== Data ==
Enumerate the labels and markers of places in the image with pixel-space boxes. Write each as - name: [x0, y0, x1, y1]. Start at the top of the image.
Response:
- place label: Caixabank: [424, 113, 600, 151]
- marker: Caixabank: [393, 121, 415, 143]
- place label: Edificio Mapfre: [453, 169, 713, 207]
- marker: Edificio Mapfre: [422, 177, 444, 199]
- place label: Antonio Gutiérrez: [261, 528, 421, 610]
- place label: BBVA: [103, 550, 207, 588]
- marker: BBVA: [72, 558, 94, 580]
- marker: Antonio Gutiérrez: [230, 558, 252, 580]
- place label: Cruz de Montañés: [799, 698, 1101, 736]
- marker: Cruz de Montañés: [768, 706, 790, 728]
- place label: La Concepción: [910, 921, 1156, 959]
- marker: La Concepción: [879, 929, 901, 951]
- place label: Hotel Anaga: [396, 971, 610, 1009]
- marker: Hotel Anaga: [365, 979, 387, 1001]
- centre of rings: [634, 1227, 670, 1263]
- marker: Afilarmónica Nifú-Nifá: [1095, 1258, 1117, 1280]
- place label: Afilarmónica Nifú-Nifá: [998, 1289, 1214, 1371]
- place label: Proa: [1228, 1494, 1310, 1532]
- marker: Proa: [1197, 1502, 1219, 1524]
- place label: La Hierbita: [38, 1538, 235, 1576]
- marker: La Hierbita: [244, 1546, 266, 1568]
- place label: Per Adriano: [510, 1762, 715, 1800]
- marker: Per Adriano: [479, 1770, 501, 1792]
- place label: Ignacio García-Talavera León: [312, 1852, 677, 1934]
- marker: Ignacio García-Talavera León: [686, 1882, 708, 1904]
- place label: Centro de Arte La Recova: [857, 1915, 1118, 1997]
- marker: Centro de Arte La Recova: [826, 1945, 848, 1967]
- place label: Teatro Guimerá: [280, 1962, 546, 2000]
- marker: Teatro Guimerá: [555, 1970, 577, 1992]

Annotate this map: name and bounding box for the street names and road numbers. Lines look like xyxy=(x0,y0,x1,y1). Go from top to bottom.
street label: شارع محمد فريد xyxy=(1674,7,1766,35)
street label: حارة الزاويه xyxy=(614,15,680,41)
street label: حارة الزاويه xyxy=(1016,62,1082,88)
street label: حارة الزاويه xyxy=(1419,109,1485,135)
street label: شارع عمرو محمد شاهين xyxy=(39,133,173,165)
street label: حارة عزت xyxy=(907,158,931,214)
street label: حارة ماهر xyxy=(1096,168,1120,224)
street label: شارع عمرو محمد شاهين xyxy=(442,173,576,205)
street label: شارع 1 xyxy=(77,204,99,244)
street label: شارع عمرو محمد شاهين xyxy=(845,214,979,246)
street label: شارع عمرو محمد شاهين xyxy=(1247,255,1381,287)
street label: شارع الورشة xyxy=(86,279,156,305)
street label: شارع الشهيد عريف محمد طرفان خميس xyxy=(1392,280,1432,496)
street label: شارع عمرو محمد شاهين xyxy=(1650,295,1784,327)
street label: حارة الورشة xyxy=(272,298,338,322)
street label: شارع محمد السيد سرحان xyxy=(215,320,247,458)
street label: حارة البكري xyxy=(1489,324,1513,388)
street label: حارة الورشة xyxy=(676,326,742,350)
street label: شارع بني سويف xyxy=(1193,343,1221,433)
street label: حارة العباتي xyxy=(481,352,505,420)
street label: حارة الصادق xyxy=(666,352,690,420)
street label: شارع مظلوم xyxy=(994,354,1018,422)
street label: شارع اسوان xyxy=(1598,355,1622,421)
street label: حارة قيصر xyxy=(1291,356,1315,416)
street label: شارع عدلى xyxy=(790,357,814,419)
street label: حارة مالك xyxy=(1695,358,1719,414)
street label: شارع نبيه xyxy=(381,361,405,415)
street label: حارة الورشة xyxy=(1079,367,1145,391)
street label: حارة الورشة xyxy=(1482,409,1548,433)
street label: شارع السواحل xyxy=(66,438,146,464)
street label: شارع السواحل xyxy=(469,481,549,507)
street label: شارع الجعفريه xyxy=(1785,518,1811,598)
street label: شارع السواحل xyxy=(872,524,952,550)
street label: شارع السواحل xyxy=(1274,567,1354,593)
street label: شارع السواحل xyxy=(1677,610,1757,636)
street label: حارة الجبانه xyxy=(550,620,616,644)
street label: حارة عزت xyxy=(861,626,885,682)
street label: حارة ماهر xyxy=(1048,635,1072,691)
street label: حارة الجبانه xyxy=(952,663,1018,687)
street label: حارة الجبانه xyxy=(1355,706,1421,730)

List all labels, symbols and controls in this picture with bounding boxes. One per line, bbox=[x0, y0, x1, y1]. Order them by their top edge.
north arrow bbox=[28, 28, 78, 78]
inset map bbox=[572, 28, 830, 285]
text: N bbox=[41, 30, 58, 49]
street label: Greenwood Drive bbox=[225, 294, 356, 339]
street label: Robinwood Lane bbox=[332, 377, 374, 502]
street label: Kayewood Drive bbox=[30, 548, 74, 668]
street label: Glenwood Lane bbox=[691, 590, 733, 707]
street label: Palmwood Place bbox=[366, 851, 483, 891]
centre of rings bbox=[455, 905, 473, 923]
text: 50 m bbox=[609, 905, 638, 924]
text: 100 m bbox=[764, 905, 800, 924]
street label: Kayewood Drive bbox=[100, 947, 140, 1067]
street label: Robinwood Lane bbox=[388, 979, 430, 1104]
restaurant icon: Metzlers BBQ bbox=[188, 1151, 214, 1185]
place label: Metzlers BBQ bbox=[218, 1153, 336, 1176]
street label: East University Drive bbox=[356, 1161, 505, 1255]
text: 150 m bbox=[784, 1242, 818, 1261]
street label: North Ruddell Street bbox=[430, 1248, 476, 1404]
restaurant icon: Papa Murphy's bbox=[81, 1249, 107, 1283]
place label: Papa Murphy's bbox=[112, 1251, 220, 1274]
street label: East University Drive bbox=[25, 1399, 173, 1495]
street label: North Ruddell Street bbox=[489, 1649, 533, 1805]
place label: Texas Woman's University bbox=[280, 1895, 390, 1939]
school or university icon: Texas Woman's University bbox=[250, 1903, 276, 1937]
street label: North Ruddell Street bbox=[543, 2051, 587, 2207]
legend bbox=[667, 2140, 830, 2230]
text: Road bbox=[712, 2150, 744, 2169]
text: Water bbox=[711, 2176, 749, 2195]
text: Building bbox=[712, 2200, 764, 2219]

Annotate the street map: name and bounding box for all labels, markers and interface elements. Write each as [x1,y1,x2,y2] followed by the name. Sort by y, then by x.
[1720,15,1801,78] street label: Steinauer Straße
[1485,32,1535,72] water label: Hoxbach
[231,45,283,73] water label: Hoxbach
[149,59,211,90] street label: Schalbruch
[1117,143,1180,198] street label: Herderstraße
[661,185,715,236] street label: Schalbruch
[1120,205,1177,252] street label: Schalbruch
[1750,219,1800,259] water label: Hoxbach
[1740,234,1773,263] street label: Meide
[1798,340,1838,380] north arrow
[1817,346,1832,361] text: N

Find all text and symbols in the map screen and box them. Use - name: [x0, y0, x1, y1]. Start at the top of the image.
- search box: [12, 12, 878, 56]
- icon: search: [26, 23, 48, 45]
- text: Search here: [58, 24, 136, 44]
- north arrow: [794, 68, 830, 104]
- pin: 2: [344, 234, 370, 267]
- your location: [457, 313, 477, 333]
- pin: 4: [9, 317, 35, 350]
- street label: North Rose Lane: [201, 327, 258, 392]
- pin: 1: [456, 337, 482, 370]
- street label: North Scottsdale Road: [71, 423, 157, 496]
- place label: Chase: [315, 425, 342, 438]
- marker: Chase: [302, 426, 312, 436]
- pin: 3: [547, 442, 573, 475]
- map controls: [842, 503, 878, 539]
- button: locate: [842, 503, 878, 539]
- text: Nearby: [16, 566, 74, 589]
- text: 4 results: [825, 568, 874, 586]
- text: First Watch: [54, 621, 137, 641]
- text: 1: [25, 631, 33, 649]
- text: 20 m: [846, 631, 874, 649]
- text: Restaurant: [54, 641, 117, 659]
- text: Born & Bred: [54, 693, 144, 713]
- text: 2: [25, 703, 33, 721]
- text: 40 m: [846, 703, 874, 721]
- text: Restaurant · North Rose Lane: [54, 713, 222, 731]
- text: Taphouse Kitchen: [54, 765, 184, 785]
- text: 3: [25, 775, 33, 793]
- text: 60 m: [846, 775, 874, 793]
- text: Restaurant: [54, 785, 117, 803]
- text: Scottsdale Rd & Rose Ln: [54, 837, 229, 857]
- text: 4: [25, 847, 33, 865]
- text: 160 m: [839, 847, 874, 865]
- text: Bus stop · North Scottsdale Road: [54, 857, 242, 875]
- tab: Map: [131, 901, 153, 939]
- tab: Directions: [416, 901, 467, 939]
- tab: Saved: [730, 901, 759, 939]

== What you need to do ==
Each line above where the word "them" occurs should be returned in full.

== Answer for this exercise ==
List all labels, symbols and controls in this picture with bounding boxes. One per line, bbox=[x0, y0, x1, y1]. Order them by their top edge.
Find all text and symbols in the map screen and box them. Use - name: [x0, y0, x1, y1]. Start at the top of the image.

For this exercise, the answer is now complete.